__WORK ITEM__: Filter the listing so that only lines with the word "space" remain.

__AVAILABLE RECORDS__:
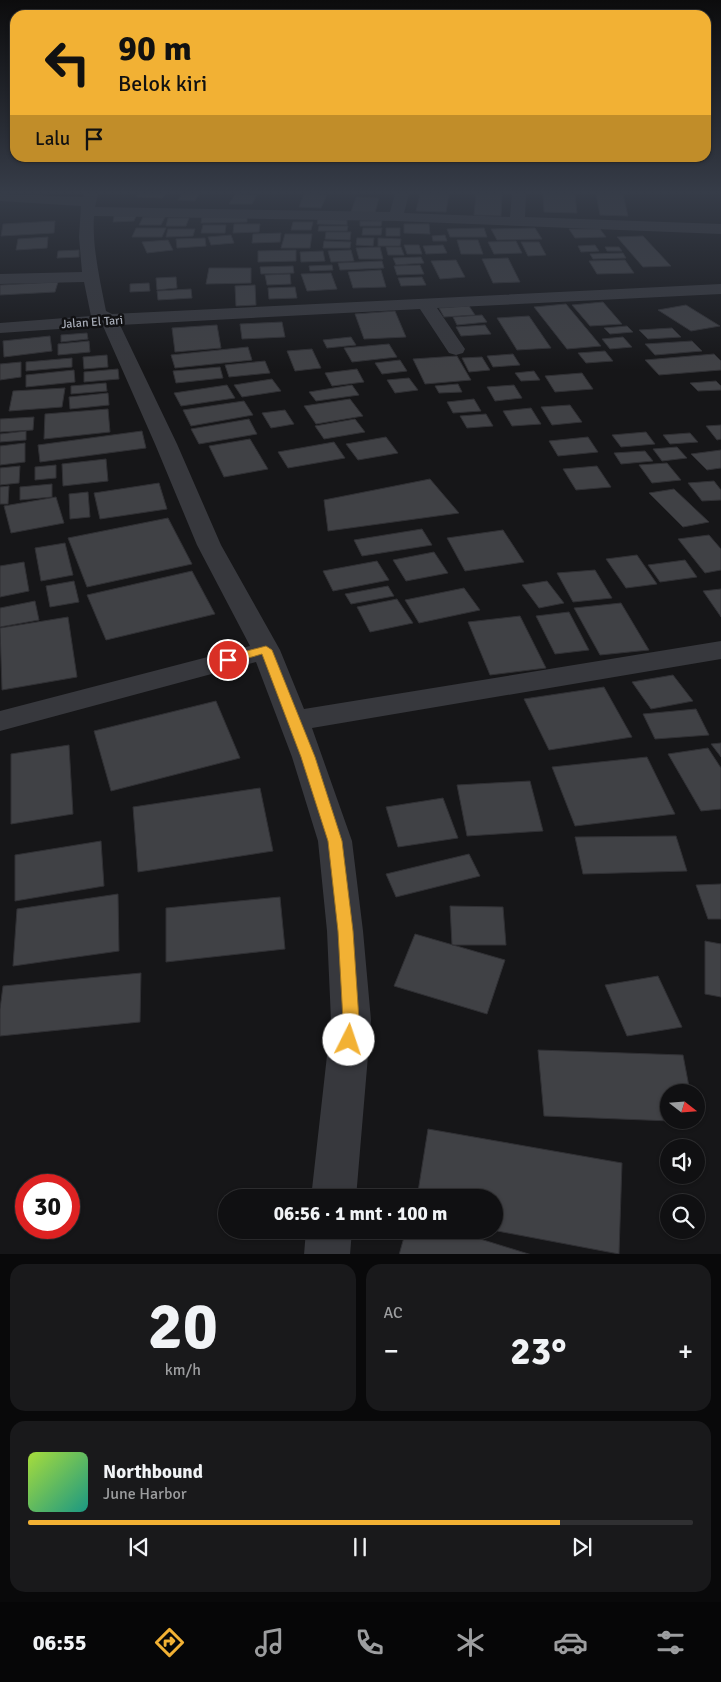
<!DOCTYPE html>
<html lang="id">
<meta charset="utf-8">
<style>
body{margin:0;font-family:Signika,sans-serif;background:#19191b;color:#f1f3f6;height:100vh;display:flex;flex-direction:column;font-size:19px;white-space:nowrap}
*{box-sizing:border-box;margin:0}
p{font-size:16px;color:#9c9d9f}
.icon{flex:none;width:28px;height:28px;fill:none;stroke:currentColor;stroke-width:2;stroke-linecap:round;stroke-linejoin:round}
.map{position:relative;height:1254px;overflow:hidden}
.drawer{display:flex;flex-direction:column;gap:10px;padding:10px;background:#09090a;flex:1}
.drawer>*{flex:none}
.banner{position:absolute;left:10px;top:10px;width:701px;height:152px;border-radius:15px;box-shadow:0 1px 4px #0004,0 0 0 1px #303032;background:#f2b134;color:#111;overflow:hidden}
.needle{width:32px;rotate:107deg}
.fabs{position:absolute;left:660px;top:1084px;display:grid;gap:10px}
.fabs a{display:grid;place-items:center;width:45px;height:45px;border-radius:50%;background:#101012;box-shadow:0 1px 4px #0004,0 0 0 1px #303032;font-size:25px}
.speed{position:absolute;left:15px;top:1174px;display:flex;gap:10px;font-size:25px;font-weight:700;text-align:center}
.speed>*{display:grid;place-content:center;width:65px;height:65px;border-radius:50%;background:#101012;box-shadow:0 1px 4px #0004,0 0 0 1px #303032;line-height:1}
.speed .limit{border:8px solid #d22;background:#fff;color:#111}
.pin{position:absolute;display:grid;place-items:center;width:42px;height:42px;color:#fff;margin:-21px;border:2px solid #fff;border-radius:50%;box-shadow:0 1px 5px #0007}
.me{position:absolute;width:55px;margin:-28px;rotate:4deg;stroke-linejoin:round;filter:drop-shadow(0 0 4px #0008)}
.turn{display:flex;align-items:center;gap:18px;height:105px;padding:0 25px;font-size:22px}
.turn .icon{width:65px;height:65px;stroke-width:2.5}
.turn b{display:block;font-size:35px;line-height:42px}
.then{display:flex;align-items:center;height:48px;padding:0 25px;background:#0003;gap:10px;font-size:19px}
.big{font-size:38px;font-weight:700;line-height:1.1}
.drawer .tile{flex:1;display:flex;flex-direction:column;justify-content:center;gap:8px;min-width:0;padding:0 18px;border-radius:15px;background:#19191b}
.drawer .dial{align-items:center;gap:0}
.dial b{font-size:65px;line-height:1}
.song{display:flex;align-items:center;gap:15px}
.cover{width:60px;height:60px;border-radius:8px;background:linear-gradient(135deg,hsl(80 70% 55%),hsl(170 70% 35%))}
.played{height:5px;border-radius:2px;background:linear-gradient(90deg,#f2b134 80%,#303032 80%)}
.keys{display:flex;justify-content:space-around;direction:ltr}
.heat{display:flex;justify-content:space-between;align-items:center;font-size:28px;direction:ltr}
.drawer .tiles{flex:1;display:grid;gap:10px;grid-template-columns:1fr 1fr}
.tile:last-child{grid-column:span 2}
.trip{position:absolute;left:218px;top:1189px;width:285px;height:50px;border-radius:25px;background:#101012;box-shadow:0 1px 4px #0004,0 0 0 1px #303032;font-weight:700;line-height:50px;text-align:center}
.tab-bar{display:flex;height:80px;justify-content:space-around;align-items:center;background:#060607;color:#9c9d9f}
.tab-bar .icon{width:35px;height:35px}
.tab-bar .current{color:#f2b134}
.tab-bar b{font-size:22px;color:#f1f3f6}
.map>svg:first-child{display:block}
.building{fill:#404145;stroke:#303034}
.lines{fill:none;stroke-linecap:round;stroke-linejoin:round}
.minor{fill:#37383d;fill-rule:evenodd}
.route{fill:#f2b134;stroke:#9d7322}
.labels{text-anchor:middle;stroke-width:5;stroke-linejoin:round;paint-order:stroke}
.far-street-label{font-size:12px;fill:#a8adb8;stroke:#111113}
</style>
<div class="map">
<svg width="721" height="1255" viewBox="0 0 721 1255">
<rect width="100%" height="100%" fill="#161618"/>
<path class="building" d="M138 194H165L162 198 136 197Z
M182 194H199L195 201 178 200Z
M235 194H237L257 195 252 204H229Z
M304 194H318L327 195 321 208 299 207Z
M420 194H449L446 212 416 211Z
M476 194H502L501 216 474 215Z
M543 194H575L577 213 544 212Z
M596 194H623L628 216 600 215Z
M356 197 379 198 375 213 351 212Z
M114 216H136L134 221 113 222Z
M247 216V222L201 223 202 217Z
M143 217H165L161 225H139Z
M168 218H189L186 226H166Z
M318 219 347 220V225L317 224Z
M55 221 54 233 1 236 3 224Z
M360 221H382L381 226H360Z
M293 222H313L311 230H291Z
M234 224H260L259 232 233 233Z
M404 224H429L430 234 404 233Z
M203 225H226L225 233H201Z
M319 226H348L347 231H318Z
M136 228H166L162 237H132Z
M363 228H382L381 235H362Z
M386 228H400V236H386Z
M484 228 487 237H450L447 229Z
M535 228 542 239 497 240 491 229Z
M168 229H195L193 236 166 237Z
M569 229H600L606 237 575 238Z
M326 232H351L350 240 325 239Z
M281 233 280 242 252 243 253 234Z
M285 234H312L310 248H281Z
M231 235 234 243 211 245 208 237Z
M445 235 447 241H433L432 236Z
M643 236 671 266 643 267 617 237Z
M48 237 47 248 16 250 18 239Z
M205 238 206 246 177 248 176 239Z
M357 238H374L373 246 356 245Z
M378 238 401 239 400 246H378Z
M168 240 173 250 147 253 142 242Z
M457 240H478L483 254H461Z
M324 241 351 242 350 248H323Z
M516 241 522 253 494 254 488 242Z
M521 242H539L546 255 528 256Z
M404 245H419L422 254H407Z
M443 245 447 253 426 254 423 246Z
M595 245 599 251 581 252 578 246Z
M380 247 383 259H359L356 248Z
M386 247H401L404 255H388Z
M605 247H619L622 251H607Z
M79 250V257L57 258 58 251Z
M296 250V261L258 262V251Z
M351 250 354 261 331 262 328 251Z
M323 251 325 261 301 262 300 252Z
M623 253 626 258 593 259 590 254Z
M421 257 424 263 396 265 393 258Z
M508 258 520 282 493 283 482 259Z
M456 260 465 277 440 279 431 261Z
M625 260 634 273 597 274 589 261Z
M382 261 384 268 340 270 338 263Z
M332 265 333 270 310 271 309 266Z
M420 265 424 274 397 275 394 266Z
M293 266 294 273 261 274 260 267Z
M209 268H251V283L206 284Z
M381 270 386 287 353 288 348 272Z
M331 273 337 289 307 291 301 274Z
M290 274 291 284 267 285 265 275Z
M176 277 177 288 157 290 156 278Z
M422 277 426 285 401 286 398 278Z
M58 282 55 292 0 295V285Z
M149 283 150 291 130 292V284Z
M255 285 256 305 236 306 235 286Z
M295 287 297 298 269 299 268 288Z
M191 289 192 298 158 300 157 291Z
M603 302 622 324 590 326 572 305Z
M566 304 601 346 567 349 534 307Z
M686 305 720 326 691 331 658 310Z
M469 306 475 315 444 317 439 308Z
M395 311 406 337 364 339 355 314Z
M482 315 487 322 457 325 453 317Z
M529 316 551 348 517 350 497 318Z
M282 322 285 337 242 339 240 324Z
M217 325 221 348 175 352 172 328Z
M485 325 491 334 461 336 456 327Z
M627 326 633 332 610 334 604 328Z
M672 328 681 337 648 339 639 330Z
M87 333 88 339 61 342V335Z
M50 336 52 351 4 357 3 341Z
M351 337 356 345 327 348 323 340Z
M623 337 632 347 610 349 602 339Z
M89 341 90 352 58 355V344Z
M692 341 702 351 655 355 645 344Z
M389 344 397 357 352 362 344 348Z
M248 347 252 360 175 368 171 355Z
M312 349 321 368 295 371 287 351Z
M605 351 613 361 586 363 578 353Z
M513 354 520 365 493 367 487 356Z
M714 354 721 361V370L659 375 645 360Z
M107 355 108 367 84 369 83 357Z
M457 356 471 380 425 384 413 359Z
M482 357 490 370 469 372 462 358Z
M72 358V367L26 371V362Z
M400 360 407 371 382 374 375 363Z
M265 361 270 373 229 377 225 365Z
M21 362V377L0 380V364Z
M220 367 223 378 176 383 173 371Z
M118 369 119 379 84 382V372Z
M357 369 364 382 332 386 325 373Z
M74 370 75 382 26 387V375Z
M534 371 540 380 521 381 515 373Z
M582 373 593 389 555 392 545 376Z
M409 378 418 390 395 393 387 380Z
M272 379 281 391 242 397 234 385Z
M716 381 721 386V390L698 391 690 383Z
M106 383 107 391 71 394V386Z
M458 384 462 392 439 393 435 386Z
M227 385 235 398 181 406 174 393Z
M352 385 359 395 316 401 309 392Z
M514 385 522 398 495 401 487 387Z
M65 388 62 407 9 411 13 391Z
M108 393 109 405 70 409 69 397Z
M350 399 363 416 316 424 304 406Z
M474 399 481 411 453 413 447 402Z
M244 401 253 415 191 426 183 410Z
M570 405 582 422 552 425 541 407Z
M531 408 541 424 512 426 503 411Z
M108 409 110 432 44 439 45 414Z
M285 410 294 424 271 428 262 413Z
M486 414 493 426 467 428 460 416Z
M34 417 33 430 0 432V419Z
M249 419 257 434 199 444 191 429Z
M355 419 365 432 324 439 315 426Z
M721 425V439L717 440 706 426Z
M26 431V440L0 442V434Z
M142 431 146 448 40 462 38 445Z
M646 432 655 444 621 447 612 435Z
M690 433 698 442 670 444 663 435Z
M386 437 398 453 358 460 346 444Z
M588 437 598 452 558 456 549 441Z
M250 439 268 469 224 477 209 446Z
M334 442 345 458 288 468 278 452Z
M25 443V462L0 465V446Z
M677 447 687 458 662 461 653 449Z
M721 450V468L707 470 691 454Z
M645 451 653 461 621 464 614 453Z
M106 459 108 481 63 486 62 464Z
M667 463 681 480 652 483 639 465Z
M56 465V478L35 480V467Z
M20 466 19 483 0 485V468Z
M597 466 611 487 576 490 563 469Z
M430 479 459 513 328 531 324 500Z
M714 481 721 490V500L702 501 688 483Z
M159 483 167 509 100 519 94 493Z
M52 484V497L20 500V487Z
M9 486 8 504H0V487Z
M674 489 709 522 683 527 649 493Z
M88 492 90 517 70 519 69 494Z
M56 497 64 523 11 533 4 506Z
M168 518 192 564 87 587 68 538Z
M422 529 432 545 362 556 354 540Z
M503 530 524 562 465 571 447 538Z
M709 535 721 549V570L705 573 678 539Z
M65 543 73 575 41 581 35 548Z
M434 552 448 573 406 581 393 560Z
M637 555 657 584 626 588 606 559Z
M685 560 697 577 660 582 648 565Z
M377 561 389 580 333 591 323 571Z
M24 562 29 591 0 597V566Z
M595 570 612 598 573 602 557 573Z
M192 571 215 614 106 640 87 595Z
M74 581 79 602 50 607 46 586Z
M547 581 564 603 539 608 522 585Z
M388 586 394 596 351 604 345 594Z
M464 588 480 610 419 623 405 600Z
M721 589V617L703 591Z
M397 599 413 623 370 632 357 607Z
M35 601 39 620 0 627V608Z
M621 603 649 650 600 655 574 608Z
M569 612 589 650 555 654 536 616Z
M520 616 546 668 490 675 468 622Z
M68 617 77 677 2 690 0 628Z
M673 675 693 701 651 709 632 682Z
M604 687 632 737 549 750 524 699Z
M216 701 240 758 111 791 94 731Z
M696 709 709 735 655 739 643 714Z
M721 743V757L711 744Z
M69 745 73 814 11 824V754Z
M708 748 721 768V809L701 811 668 754Z
M647 757 675 814 575 826 552 767Z
M530 781 543 831 467 836 457 785Z
M260 788 273 851 138 872 133 807Z
M443 798 458 838 398 847 386 807Z
M676 836 687 871 583 874 575 837Z
M101 841 104 886 15 901V855Z
M469 854 480 876 396 897 386 874Z
M721 884V919H708L696 885Z
M118 894 119 951 13 966 17 909Z
M280 897 285 949 166 962V908Z
M450 906 503 907 506 945H452Z
M415 934 505 960 487 1014 394 986Z
M705 941 721 944V997L705 994Z
M141 973 140 1022 0 1036V1009L3 986Z
M658 976 682 1027 627 1036 605 985Z
M538 1050 683 1055 690 1092H669V1120H695L696 1122 544 1116Z
M428 1129 622 1163 619 1254 492 1230H494V1198H417Z
M406 1230H451L532 1255H399Z"/>
<g class="lines">
<path class="minor" d="M0 194 83 197 84 194H98L95 207 390 212 395 194H409L404 213 510 217 512 194H526L525 217 721 224V234L396 221 94 216C92 247 100 280 106 311L112 314 721 284V294L437 308 465 349 463 353 456 355 449 353 420 309 120 325 177 444 221 545 280 650 304 709 721 641V659L312 728 352 841 363 931 371 1020 356 1198H311L331 1020 327 931 318 841 292 757 256 662 0 731V711L250 646 197 545 155 444 103 326 0 333V323L91 316 84 282 0 284V274L82 272 79 237 81 206 0 201Z
M306 1230H352L350 1255H304Z"/>
</g>
<linearGradient id="sky" x2="0" y2="1"><stop stop-color="#0c0c0d"/><stop offset="0.52" stop-color="#363c48"/><stop offset="1" stop-color="#363c48" stop-opacity="0"/></linearGradient>
<rect width="721" height="370" fill="url(#sky)"/>
<path class="route" d="M266 646 272 650 315 757 342 841 353 931 359 1020 358 1040 355 1045 349 1047 343 1045 341 1040 343 1020 338 931 328 841 301 757 262 654 228 664 222 660 224 657Z"/>
<g class="labels">
<g class="far-street-label">
<text transform="translate(92 322) rotate(-4)" y="4">Jalan El Tari</text>
</g>
</g>
</svg>
<div class="fabs">
<a><svg class="needle" viewBox="-14 -14 28 28"><path d="M0-13l5 13h-10z" fill="#e53935"/><path d="M0 13l5-13h-10z" fill="#9c9d9f"/></svg></a>
<a><svg class="icon" aria-label="sound" viewBox="0 0 24 24"><path d="M4 9h4l5-4v14l-5-4H4zM17 9q2 3 0 6"/></svg></a>
<a><svg class="icon" aria-label="search" viewBox="0 0 24 24"><circle cx="10" cy="10" r="6"/><path d="M15 15l6 6"/></svg></a>
</div>
<div class="speed"><div class="limit">30</div></div>
<div class="pin" style="left:228px;top:660px;background:#d93025"><svg class="icon" aria-label="arrive" viewBox="0 0 24 24"><path d="M6 21V4h12l-3 4 3 4H6"/></svg></div>
<svg class="me" style="left:349px;top:1040px" viewBox="-20 -20 40 40"><circle r="19" fill="#fff"/><path d="M0-13L10 11 0 6-10 11z" fill="#f2b134"/></svg>
<div class="trip">06:56 · 1 mnt · 100 m</div>
<div class="banner">
<div class="turn"><svg class="icon" aria-label="left" viewBox="0 0 24 24"><path d="M17 20v-9H6M10 6l-5 5 5 5"/></svg><div><b>90 m</b>Belok kiri</div></div>
<div class="then">Lalu<svg class="icon" aria-label="arrive" viewBox="0 0 24 24"><path d="M6 21V4h12l-3 4 3 4H6"/></svg></div>
</div>
</div>
<section class="drawer">
<div class="tiles">
<div class="tile dial"><b>20</b><p>km/h</p></div>
<div class="tile"><p>AC</p>
<div class="heat"><a>−</a><b class="big">23°</b><a>+</a></div>
</div>
<div class="tile">
<div class="song"><i class="cover"></i><div><b>Northbound</b><p>June Harbor</p></div></div>
<div class="played"></div>
<div class="keys"><svg class="icon" aria-label="previous" viewBox="0 0 24 24"><path d="M18 5L8 12l10 7zM5 5v14"/></svg><svg class="icon" aria-label="pause" viewBox="0 0 24 24"><path d="M8 5v14M16 5v14"/></svg><svg class="icon" aria-label="next" viewBox="0 0 24 24"><path d="M6 5l10 7-10 7zM19 5v14"/></svg></div>
</div>
</div>
</section>
<nav class="tab-bar">
<b>06:55</b>
<svg class="icon current" aria-label="directions" viewBox="0 0 24 24"><path d="M12 3l9 9-9 9-9-9zM9 14v-3h6M13 9l2 2-2 2"/></svg>
<svg class="icon" aria-label="music" viewBox="0 0 24 24"><path d="M9 18V5l10-2v13"/><circle cx="6" cy="18" r="3"/><circle cx="16" cy="16" r="3"/></svg>
<svg class="icon" aria-label="phone" viewBox="0 0 24 24"><path d="M5 4h4l2 5-3 2q2 4 5 5l2-3 5 2v4C11 20 4 13 5 4z"/></svg>
<svg class="icon" aria-label="climate" viewBox="0 0 24 24"><path d="M12 3v18M4 7l16 10M4 17L20 7"/></svg>
<svg class="icon" aria-label="car" viewBox="0 0 24 24"><path d="M5 17H2v-5l4-1 3-4h7l3 4 3 1v5h-3M9 17h6M6 11h13"/><circle cx="7" cy="17" r="2"/><circle cx="17" cy="17" r="2"/></svg>
<svg class="icon" aria-label="filters" viewBox="0 0 24 24"><path d="M4 7h16M4 17h16"/><circle cx="9" cy="7" r="2"/><circle cx="15" cy="17" r="2"/></svg>
</nav>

__WRITTEN SOLUTION__:
body{margin:0;font-family:Signika,sans-serif;background:#19191b;color:#f1f3f6;height:100vh;display:flex;flex-direction:column;font-size:19px;white-space:nowrap}
.keys{display:flex;justify-content:space-around;direction:ltr}
.heat{display:flex;justify-content:space-between;align-items:center;font-size:28px;direction:ltr}
.tab-bar{display:flex;height:80px;justify-content:space-around;align-items:center;background:#060607;color:#9c9d9f}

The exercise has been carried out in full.